╭──
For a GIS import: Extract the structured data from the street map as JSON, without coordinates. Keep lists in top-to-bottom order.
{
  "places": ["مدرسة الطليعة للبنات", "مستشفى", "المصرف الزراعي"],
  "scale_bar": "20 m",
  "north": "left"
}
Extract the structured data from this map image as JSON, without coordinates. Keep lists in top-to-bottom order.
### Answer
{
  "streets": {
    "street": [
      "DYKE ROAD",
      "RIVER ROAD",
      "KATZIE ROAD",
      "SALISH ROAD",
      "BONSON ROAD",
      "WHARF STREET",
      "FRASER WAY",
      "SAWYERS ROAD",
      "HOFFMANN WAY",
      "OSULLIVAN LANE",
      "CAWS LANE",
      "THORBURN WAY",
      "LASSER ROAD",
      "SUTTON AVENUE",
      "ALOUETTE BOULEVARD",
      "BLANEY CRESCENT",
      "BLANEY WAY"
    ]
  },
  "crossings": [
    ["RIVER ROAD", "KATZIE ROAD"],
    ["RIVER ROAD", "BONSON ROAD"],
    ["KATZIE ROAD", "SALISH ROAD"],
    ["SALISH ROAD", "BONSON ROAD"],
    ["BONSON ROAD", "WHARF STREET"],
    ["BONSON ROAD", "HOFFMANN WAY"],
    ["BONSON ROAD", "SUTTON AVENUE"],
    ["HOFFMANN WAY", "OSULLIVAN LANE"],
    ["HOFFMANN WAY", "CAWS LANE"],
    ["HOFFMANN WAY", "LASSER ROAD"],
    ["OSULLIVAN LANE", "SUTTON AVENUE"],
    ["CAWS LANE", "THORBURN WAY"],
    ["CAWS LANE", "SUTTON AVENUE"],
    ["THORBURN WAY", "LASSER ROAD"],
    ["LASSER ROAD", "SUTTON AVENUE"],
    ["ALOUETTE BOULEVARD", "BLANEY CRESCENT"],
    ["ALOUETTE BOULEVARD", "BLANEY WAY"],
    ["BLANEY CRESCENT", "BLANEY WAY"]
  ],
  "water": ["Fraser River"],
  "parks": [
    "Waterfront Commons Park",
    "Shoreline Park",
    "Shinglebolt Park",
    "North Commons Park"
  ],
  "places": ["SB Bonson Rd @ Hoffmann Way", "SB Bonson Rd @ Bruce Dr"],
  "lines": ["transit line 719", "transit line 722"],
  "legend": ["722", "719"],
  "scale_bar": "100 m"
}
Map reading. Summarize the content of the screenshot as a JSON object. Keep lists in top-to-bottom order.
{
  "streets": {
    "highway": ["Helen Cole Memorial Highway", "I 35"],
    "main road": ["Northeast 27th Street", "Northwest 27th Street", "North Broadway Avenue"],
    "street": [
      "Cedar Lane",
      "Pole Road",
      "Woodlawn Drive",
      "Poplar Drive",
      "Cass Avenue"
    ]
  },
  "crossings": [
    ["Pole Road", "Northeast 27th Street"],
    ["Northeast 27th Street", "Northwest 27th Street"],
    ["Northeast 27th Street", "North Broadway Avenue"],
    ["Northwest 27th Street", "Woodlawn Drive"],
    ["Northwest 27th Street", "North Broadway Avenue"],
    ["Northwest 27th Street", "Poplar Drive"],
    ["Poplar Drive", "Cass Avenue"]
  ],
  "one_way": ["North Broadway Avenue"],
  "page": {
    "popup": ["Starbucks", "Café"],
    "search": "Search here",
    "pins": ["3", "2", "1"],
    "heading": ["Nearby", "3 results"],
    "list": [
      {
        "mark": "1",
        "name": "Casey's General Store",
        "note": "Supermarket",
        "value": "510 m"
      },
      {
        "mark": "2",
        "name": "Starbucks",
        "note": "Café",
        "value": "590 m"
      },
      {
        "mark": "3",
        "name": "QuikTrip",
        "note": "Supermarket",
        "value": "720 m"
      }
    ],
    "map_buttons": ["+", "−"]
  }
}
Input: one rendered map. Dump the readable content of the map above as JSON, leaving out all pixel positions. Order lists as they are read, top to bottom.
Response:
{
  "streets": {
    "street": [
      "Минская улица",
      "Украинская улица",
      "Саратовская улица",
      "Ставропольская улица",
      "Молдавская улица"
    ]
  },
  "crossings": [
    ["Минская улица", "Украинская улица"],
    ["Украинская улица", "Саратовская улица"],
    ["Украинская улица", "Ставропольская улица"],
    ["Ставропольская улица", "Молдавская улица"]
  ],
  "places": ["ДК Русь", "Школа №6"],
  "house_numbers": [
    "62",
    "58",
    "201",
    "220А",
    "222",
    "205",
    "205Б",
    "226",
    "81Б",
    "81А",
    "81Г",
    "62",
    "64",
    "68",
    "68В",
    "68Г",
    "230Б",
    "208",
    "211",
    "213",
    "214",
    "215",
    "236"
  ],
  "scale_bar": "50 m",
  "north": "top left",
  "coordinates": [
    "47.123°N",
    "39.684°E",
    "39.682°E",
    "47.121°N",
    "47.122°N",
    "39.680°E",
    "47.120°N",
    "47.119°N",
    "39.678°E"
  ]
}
╰──
▸ **PROBLEM DESCRIPTION**
Look for the word "SUTTON" throughout the material above and copy every line that has it.

▸ **WRITTEN SOLUTION**
      "SUTTON AVENUE",
    ["BONSON ROAD", "SUTTON AVENUE"],
    ["OSULLIVAN LANE", "SUTTON AVENUE"],
    ["CAWS LANE", "SUTTON AVENUE"],
    ["LASSER ROAD", "SUTTON AVENUE"],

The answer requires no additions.